◆ Stored items from a collection:
= = =

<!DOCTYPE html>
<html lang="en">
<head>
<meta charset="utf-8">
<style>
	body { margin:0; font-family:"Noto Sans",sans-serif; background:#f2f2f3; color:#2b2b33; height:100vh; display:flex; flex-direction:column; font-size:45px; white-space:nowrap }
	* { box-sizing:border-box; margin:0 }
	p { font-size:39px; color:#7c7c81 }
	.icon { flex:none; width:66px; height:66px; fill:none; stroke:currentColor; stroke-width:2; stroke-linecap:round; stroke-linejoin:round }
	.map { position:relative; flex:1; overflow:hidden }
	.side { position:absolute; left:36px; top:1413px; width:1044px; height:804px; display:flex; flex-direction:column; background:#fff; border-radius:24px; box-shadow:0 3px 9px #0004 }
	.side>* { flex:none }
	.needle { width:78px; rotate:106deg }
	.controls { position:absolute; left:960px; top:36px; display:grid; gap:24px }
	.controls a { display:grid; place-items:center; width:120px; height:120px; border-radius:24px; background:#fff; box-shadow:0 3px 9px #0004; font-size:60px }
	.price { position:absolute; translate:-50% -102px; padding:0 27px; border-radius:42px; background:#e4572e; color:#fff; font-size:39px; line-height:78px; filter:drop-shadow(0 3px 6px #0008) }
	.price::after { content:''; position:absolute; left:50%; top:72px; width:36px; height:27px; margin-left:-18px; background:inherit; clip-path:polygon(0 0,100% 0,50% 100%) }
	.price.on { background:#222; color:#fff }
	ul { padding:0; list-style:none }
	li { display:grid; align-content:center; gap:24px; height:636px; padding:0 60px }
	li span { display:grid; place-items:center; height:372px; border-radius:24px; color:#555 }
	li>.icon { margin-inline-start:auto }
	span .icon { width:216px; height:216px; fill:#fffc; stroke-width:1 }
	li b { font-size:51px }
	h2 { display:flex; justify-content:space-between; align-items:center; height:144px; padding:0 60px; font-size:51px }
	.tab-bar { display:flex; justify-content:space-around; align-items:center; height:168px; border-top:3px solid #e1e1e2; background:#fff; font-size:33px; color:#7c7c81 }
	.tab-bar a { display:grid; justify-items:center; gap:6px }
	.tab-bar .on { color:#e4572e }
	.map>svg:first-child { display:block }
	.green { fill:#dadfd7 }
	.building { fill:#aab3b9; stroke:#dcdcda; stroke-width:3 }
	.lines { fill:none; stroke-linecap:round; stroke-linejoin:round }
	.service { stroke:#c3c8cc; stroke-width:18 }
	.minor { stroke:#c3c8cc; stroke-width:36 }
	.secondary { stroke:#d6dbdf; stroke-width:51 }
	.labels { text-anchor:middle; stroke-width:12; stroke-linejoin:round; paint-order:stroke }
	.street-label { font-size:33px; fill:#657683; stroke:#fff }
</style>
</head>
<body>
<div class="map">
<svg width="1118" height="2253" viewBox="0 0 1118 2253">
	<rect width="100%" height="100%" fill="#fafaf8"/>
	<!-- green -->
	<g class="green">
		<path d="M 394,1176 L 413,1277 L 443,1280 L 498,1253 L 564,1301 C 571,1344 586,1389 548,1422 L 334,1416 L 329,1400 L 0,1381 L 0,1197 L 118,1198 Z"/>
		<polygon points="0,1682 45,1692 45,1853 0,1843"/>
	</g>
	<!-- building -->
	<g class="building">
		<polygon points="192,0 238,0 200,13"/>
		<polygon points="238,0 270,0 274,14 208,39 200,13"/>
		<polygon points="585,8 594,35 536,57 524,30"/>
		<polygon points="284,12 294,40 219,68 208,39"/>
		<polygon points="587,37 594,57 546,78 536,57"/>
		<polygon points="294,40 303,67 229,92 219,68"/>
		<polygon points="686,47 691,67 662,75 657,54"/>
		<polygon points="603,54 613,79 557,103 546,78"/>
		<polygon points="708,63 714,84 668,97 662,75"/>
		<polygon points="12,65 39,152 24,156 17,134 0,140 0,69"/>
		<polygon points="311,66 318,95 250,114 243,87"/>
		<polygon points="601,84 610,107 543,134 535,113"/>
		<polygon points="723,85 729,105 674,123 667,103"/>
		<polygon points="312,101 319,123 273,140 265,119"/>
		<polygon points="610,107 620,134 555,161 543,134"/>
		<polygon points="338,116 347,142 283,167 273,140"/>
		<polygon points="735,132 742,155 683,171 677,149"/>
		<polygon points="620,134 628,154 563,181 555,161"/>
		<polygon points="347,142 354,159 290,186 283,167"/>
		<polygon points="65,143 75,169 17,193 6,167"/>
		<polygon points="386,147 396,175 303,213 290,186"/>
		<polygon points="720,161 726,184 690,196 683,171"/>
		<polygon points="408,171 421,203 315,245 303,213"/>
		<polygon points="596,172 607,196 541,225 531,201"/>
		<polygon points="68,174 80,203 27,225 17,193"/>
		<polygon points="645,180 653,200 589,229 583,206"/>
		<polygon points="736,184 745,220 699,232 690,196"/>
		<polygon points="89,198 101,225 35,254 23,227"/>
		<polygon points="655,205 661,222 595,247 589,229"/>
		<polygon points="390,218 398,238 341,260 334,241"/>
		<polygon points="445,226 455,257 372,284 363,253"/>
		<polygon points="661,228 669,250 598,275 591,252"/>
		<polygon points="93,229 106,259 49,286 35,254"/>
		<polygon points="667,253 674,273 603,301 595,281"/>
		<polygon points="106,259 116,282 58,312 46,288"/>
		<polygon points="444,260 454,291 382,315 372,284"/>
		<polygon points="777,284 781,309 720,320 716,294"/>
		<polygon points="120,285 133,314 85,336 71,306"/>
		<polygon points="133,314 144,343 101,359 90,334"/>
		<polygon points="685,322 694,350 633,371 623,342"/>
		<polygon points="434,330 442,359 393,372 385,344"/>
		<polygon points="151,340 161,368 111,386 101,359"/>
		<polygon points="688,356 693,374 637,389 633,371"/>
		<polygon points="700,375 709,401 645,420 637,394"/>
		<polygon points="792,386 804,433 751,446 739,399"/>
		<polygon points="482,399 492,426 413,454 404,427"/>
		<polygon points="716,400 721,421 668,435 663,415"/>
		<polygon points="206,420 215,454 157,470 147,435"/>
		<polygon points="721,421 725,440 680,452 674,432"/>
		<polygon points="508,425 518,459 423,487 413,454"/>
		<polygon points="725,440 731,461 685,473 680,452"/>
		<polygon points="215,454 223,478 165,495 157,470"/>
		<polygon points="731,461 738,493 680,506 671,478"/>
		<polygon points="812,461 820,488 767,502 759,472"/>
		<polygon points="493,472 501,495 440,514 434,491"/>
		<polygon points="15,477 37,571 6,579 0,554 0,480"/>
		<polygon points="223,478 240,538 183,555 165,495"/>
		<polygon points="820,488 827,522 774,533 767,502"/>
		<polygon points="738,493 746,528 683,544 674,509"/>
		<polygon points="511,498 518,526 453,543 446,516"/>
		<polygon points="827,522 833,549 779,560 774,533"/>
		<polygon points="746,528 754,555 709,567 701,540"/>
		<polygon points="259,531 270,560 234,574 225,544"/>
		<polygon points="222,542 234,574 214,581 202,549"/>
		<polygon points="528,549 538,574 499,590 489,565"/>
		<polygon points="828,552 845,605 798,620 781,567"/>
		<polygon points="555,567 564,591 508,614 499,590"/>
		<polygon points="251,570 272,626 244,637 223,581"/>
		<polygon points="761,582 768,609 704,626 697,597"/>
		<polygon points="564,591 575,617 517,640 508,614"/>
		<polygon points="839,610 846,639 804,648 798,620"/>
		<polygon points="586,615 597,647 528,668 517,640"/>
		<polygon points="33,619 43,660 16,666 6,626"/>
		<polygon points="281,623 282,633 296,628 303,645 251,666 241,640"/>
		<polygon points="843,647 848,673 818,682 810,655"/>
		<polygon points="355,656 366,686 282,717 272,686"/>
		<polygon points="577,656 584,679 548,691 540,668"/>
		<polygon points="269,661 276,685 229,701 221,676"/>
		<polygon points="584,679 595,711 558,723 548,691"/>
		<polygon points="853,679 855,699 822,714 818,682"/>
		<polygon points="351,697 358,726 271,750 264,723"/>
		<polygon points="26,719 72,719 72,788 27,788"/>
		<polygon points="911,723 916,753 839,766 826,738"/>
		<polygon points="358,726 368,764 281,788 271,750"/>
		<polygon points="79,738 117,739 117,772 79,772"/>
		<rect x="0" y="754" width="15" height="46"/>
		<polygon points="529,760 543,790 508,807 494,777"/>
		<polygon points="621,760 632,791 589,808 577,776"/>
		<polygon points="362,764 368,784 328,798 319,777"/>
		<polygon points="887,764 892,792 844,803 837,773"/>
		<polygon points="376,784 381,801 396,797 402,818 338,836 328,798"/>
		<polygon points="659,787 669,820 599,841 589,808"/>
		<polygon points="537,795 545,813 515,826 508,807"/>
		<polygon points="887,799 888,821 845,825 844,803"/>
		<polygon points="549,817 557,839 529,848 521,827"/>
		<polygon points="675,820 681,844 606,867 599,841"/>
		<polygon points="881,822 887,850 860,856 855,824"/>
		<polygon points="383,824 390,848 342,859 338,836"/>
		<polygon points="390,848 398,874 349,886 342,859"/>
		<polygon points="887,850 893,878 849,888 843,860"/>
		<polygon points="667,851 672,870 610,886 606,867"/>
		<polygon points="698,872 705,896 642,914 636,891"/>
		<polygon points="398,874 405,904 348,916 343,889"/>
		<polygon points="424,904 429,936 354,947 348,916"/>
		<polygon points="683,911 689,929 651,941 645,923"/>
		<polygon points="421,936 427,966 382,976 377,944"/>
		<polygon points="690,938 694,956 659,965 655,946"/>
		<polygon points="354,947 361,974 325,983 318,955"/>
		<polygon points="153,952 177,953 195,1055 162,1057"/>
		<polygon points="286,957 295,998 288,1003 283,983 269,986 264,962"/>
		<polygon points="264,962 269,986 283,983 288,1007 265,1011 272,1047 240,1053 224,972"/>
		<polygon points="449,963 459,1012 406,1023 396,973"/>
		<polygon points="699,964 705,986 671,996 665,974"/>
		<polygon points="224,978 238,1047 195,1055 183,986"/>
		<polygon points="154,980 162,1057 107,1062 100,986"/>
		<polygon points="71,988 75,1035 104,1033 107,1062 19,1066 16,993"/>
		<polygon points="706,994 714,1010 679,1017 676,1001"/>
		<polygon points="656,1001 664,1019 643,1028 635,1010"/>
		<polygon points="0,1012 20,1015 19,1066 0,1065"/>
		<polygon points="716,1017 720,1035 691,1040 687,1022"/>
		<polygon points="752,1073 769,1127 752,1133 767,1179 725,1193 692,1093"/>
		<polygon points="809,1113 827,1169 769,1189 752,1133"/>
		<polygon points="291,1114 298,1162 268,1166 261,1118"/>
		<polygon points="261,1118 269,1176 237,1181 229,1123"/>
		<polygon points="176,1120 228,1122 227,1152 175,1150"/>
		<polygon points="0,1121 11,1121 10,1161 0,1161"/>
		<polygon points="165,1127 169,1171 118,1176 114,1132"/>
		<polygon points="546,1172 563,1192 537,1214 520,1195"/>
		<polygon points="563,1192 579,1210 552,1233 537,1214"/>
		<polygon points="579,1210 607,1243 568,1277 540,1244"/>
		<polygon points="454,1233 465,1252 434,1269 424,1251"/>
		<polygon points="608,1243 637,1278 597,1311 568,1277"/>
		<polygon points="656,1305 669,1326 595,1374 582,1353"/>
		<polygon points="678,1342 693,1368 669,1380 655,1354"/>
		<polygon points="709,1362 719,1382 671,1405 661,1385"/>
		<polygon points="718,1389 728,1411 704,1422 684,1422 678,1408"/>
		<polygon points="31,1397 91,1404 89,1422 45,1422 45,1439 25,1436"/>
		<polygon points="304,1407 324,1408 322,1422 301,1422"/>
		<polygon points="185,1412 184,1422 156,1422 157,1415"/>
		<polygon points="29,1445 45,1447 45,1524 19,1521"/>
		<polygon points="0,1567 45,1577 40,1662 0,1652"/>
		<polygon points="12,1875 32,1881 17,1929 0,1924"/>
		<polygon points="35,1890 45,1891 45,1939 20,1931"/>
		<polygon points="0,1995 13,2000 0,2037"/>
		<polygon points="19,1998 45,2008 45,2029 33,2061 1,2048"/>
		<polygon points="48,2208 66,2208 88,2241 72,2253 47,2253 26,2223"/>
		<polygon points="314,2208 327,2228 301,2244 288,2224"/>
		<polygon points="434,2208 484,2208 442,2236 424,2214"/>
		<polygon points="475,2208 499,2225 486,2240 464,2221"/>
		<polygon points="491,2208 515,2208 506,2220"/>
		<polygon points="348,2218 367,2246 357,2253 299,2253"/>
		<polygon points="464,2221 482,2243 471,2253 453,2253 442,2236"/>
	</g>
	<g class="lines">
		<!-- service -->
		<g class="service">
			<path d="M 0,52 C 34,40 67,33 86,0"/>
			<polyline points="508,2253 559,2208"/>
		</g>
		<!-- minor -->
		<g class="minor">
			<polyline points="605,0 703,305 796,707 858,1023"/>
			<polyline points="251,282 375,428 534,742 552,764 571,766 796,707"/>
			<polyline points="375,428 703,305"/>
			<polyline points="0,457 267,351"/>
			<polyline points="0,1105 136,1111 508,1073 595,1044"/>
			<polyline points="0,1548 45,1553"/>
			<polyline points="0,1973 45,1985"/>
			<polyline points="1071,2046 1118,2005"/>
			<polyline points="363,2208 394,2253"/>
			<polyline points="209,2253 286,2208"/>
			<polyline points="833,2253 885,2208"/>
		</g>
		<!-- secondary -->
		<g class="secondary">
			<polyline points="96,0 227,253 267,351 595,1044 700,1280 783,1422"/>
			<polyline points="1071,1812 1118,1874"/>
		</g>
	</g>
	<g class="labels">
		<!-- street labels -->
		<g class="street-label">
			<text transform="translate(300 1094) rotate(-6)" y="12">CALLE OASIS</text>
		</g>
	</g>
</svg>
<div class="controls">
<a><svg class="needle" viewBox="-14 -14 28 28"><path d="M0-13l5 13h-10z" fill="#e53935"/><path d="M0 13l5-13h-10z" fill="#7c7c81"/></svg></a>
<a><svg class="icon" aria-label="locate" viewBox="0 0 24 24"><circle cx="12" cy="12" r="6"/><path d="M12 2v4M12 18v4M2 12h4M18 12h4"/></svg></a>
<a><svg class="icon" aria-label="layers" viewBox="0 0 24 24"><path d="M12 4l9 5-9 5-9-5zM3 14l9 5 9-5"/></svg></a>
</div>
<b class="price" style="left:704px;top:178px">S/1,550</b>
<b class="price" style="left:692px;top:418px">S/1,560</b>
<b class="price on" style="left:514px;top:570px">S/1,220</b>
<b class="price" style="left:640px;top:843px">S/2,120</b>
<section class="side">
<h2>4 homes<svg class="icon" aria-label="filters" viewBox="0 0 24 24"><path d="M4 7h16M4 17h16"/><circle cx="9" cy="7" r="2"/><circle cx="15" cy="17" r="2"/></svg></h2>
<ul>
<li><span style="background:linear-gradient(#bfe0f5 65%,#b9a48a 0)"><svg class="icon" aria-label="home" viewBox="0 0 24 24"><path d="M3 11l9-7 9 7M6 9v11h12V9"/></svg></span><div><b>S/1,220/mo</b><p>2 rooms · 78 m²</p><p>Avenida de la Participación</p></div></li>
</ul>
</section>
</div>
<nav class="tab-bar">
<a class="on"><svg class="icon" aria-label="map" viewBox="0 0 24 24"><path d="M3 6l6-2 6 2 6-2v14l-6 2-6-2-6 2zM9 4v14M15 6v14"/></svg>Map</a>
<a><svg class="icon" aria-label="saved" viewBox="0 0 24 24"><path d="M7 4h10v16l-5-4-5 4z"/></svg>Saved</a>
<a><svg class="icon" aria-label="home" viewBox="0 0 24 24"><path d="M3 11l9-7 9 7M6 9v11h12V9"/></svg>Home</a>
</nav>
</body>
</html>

= = =

◆ TASK BRIEF: Give back the opening line of the records above and every line after it, up to and including the one with "content:''; position:absolute; left:50%;", unchanged.

◆ ANSWER FOR THE TASK:
<!DOCTYPE html>
<html lang="en">
<head>
<meta charset="utf-8">
<style>
	body { margin:0; font-family:"Noto Sans",sans-serif; background:#f2f2f3; color:#2b2b33; height:100vh; display:flex; flex-direction:column; font-size:45px; white-space:nowrap }
	* { box-sizing:border-box; margin:0 }
	p { font-size:39px; color:#7c7c81 }
	.icon { flex:none; width:66px; height:66px; fill:none; stroke:currentColor; stroke-width:2; stroke-linecap:round; stroke-linejoin:round }
	.map { position:relative; flex:1; overflow:hidden }
	.side { position:absolute; left:36px; top:1413px; width:1044px; height:804px; display:flex; flex-direction:column; background:#fff; border-radius:24px; box-shadow:0 3px 9px #0004 }
	.side>* { flex:none }
	.needle { width:78px; rotate:106deg }
	.controls { position:absolute; left:960px; top:36px; display:grid; gap:24px }
	.controls a { display:grid; place-items:center; width:120px; height:120px; border-radius:24px; background:#fff; box-shadow:0 3px 9px #0004; font-size:60px }
	.price { position:absolute; translate:-50% -102px; padding:0 27px; border-radius:42px; background:#e4572e; color:#fff; font-size:39px; line-height:78px; filter:drop-shadow(0 3px 6px #0008) }
	.price::after { content:''; position:absolute; left:50%; top:72px; width:36px; height:27px; margin-left:-18px; background:inherit; clip-path:polygon(0 0,100% 0,50% 100%) }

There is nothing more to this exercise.